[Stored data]
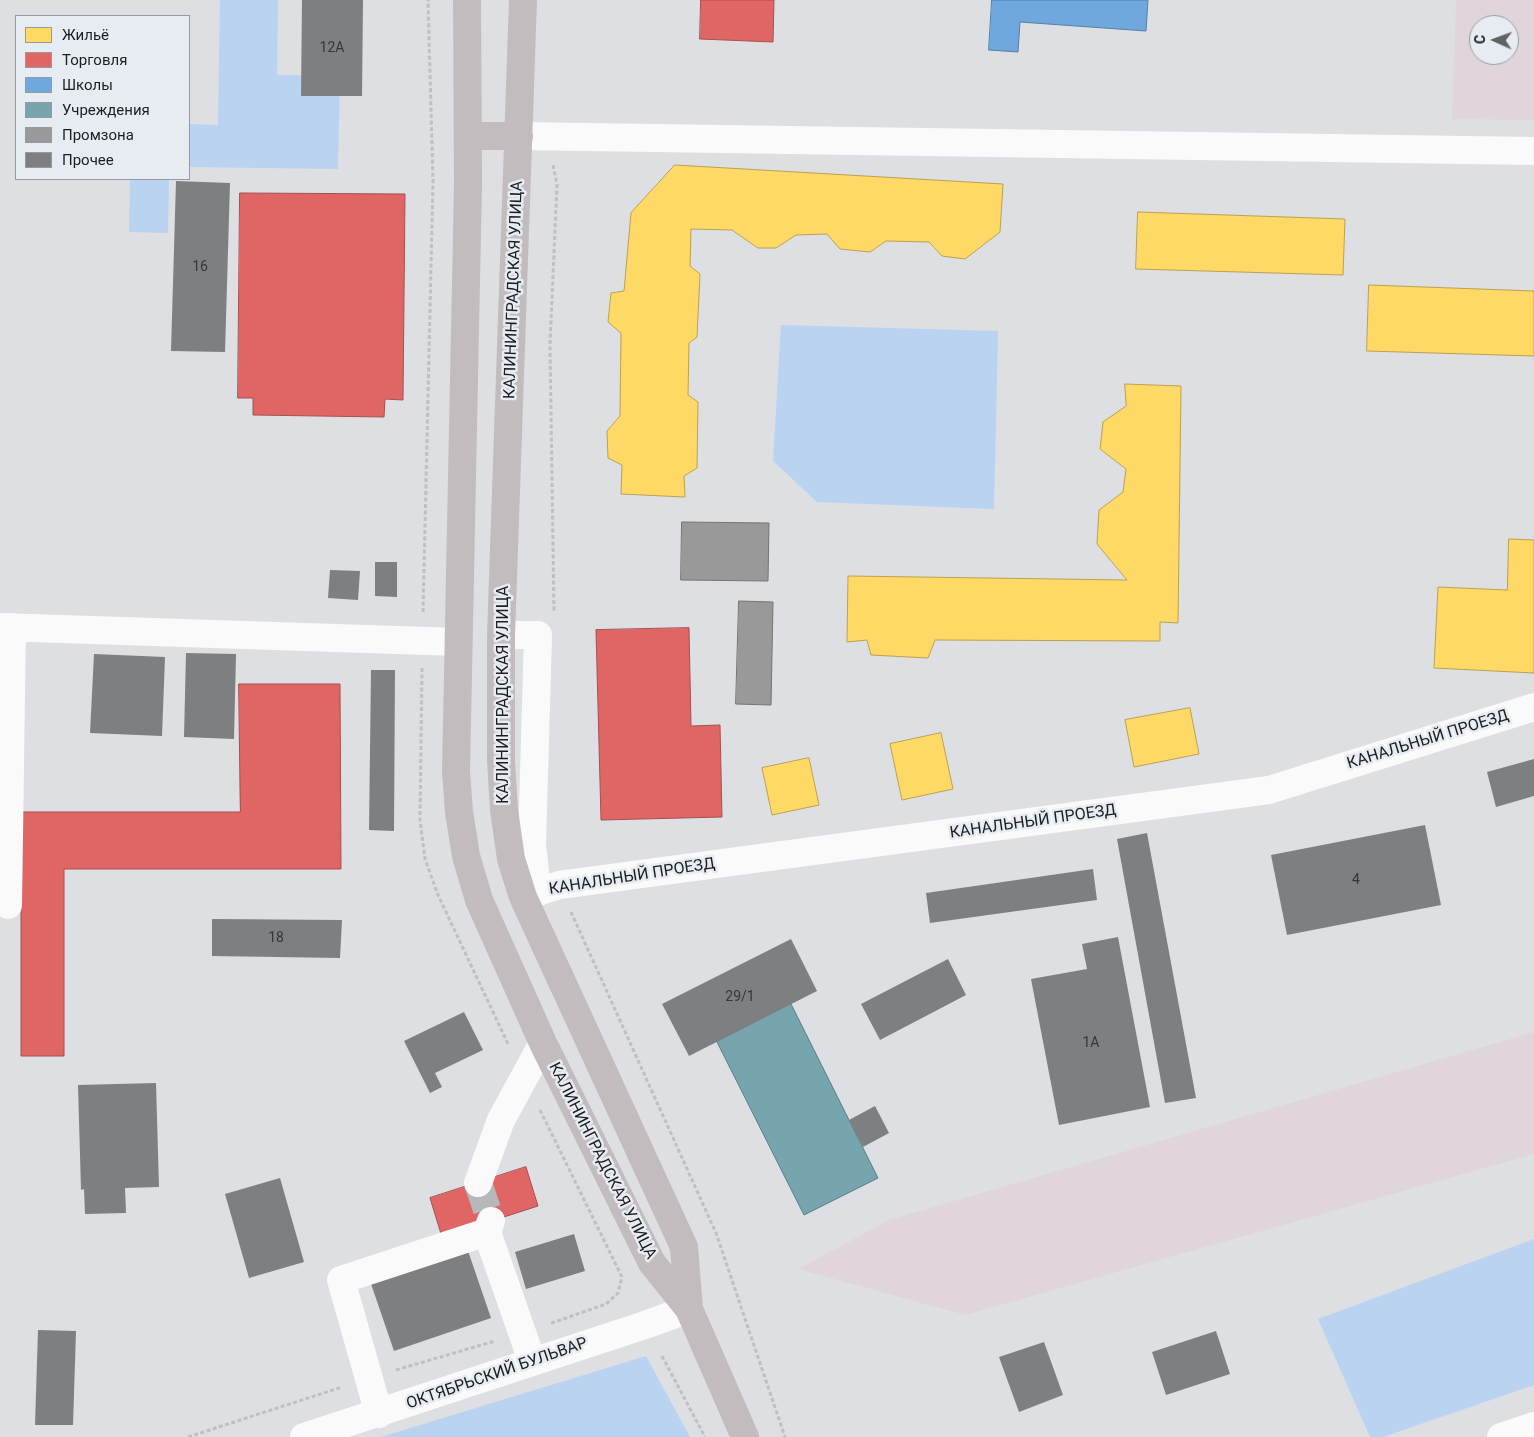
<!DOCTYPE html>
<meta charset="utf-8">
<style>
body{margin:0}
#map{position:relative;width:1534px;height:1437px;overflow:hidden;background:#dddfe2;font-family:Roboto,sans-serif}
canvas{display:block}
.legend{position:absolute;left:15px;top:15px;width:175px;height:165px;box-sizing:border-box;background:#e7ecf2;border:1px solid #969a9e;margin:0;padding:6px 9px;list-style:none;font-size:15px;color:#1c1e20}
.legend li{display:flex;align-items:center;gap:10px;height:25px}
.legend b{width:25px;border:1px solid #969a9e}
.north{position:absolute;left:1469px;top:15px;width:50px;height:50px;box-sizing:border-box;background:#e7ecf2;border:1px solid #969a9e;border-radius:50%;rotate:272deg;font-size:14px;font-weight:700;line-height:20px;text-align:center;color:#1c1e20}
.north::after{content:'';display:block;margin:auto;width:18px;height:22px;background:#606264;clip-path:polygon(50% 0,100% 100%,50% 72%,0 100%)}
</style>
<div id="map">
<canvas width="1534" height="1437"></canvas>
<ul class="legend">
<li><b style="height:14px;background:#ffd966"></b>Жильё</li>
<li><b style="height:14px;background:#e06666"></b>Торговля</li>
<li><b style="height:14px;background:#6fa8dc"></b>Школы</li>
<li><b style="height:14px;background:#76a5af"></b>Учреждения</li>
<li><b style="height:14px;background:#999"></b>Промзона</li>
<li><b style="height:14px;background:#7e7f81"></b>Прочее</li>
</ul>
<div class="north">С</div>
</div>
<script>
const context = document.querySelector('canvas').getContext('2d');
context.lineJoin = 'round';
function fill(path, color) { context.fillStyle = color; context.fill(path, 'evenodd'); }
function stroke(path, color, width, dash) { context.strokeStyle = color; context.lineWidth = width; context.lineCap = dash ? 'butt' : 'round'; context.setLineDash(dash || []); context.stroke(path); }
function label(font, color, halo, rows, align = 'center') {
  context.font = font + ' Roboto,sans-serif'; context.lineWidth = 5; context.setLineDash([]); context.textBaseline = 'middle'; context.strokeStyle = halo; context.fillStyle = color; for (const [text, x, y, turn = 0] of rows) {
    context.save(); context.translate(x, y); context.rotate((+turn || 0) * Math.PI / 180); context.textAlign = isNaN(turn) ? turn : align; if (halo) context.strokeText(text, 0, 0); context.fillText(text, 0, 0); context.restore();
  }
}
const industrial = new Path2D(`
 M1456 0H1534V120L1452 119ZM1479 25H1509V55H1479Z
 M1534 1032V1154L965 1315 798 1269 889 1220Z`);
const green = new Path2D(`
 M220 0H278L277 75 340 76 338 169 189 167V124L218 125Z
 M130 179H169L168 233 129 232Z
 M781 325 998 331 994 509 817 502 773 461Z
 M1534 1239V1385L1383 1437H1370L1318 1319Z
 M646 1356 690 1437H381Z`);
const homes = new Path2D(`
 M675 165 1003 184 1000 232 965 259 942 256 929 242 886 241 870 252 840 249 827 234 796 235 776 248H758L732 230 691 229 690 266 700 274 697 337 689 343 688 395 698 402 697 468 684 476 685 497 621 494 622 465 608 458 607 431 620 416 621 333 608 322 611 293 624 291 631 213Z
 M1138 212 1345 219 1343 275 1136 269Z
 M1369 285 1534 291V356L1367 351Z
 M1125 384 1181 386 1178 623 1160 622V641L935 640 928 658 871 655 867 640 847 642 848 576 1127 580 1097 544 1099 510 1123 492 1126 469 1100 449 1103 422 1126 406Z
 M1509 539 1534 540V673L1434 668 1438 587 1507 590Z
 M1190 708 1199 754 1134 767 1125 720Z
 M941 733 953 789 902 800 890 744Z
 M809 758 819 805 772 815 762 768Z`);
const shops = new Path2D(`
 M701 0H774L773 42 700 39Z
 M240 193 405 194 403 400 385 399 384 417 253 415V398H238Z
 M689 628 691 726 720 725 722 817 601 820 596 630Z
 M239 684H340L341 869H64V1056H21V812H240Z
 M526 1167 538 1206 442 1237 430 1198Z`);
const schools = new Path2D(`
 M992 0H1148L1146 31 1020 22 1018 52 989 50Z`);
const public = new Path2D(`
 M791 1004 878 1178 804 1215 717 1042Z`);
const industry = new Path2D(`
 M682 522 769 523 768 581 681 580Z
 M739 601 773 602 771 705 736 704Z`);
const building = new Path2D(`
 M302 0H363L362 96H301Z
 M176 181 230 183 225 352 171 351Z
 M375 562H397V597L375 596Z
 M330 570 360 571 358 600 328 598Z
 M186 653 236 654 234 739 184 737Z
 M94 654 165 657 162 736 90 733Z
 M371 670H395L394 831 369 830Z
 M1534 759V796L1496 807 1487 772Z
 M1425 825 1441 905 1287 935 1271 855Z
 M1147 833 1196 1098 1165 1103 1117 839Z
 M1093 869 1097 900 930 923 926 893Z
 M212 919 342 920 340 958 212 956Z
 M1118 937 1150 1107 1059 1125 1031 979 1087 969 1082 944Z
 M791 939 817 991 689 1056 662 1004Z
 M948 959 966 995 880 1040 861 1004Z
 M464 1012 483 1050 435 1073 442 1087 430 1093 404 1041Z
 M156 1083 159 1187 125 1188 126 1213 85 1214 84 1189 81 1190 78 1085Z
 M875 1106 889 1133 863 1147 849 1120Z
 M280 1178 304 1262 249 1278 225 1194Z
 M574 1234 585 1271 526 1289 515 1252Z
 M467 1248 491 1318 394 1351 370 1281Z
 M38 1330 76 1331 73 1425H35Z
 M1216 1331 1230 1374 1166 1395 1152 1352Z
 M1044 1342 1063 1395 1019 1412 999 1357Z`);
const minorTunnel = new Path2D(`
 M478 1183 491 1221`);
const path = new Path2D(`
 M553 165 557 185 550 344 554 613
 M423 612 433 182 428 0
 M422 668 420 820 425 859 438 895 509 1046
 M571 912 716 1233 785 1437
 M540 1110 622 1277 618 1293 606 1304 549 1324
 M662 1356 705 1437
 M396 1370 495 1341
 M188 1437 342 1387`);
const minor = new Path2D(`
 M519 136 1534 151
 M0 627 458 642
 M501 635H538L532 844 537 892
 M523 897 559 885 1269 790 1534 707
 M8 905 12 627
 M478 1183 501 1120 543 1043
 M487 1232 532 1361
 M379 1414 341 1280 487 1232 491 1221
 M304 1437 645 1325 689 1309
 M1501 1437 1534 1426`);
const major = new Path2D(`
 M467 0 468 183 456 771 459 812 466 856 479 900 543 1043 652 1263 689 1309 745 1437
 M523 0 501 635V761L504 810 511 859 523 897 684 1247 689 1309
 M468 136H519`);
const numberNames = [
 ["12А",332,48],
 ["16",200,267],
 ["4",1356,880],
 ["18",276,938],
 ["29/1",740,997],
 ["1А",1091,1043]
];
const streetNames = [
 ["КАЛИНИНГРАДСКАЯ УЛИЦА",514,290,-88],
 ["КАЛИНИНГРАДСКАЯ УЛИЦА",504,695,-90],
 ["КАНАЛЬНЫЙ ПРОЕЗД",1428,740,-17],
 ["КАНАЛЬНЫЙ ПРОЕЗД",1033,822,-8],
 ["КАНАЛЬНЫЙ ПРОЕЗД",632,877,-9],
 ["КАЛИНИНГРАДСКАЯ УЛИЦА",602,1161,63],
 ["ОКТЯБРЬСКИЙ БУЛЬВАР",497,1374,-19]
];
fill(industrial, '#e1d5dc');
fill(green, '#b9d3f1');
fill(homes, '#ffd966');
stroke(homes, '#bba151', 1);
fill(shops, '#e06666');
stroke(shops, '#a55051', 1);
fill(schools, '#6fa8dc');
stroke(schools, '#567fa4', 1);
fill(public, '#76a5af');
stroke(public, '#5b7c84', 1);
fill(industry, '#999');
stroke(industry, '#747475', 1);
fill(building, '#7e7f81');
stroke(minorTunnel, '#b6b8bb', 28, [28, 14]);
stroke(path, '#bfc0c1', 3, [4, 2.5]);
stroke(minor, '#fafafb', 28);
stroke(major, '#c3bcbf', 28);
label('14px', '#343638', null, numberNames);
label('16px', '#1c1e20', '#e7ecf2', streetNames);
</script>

## Instructions for the task
Please return the lines above that run from the line containing "context = document.querySelector('canvas').getContext('2d');" to the line containing "function fill(path, color)", inclusive, exactly and with no other lines.

## Task solution
const context = document.querySelector('canvas').getContext('2d');
context.lineJoin = 'round';
function fill(path, color) { context.fillStyle = color; context.fill(path, 'evenodd'); }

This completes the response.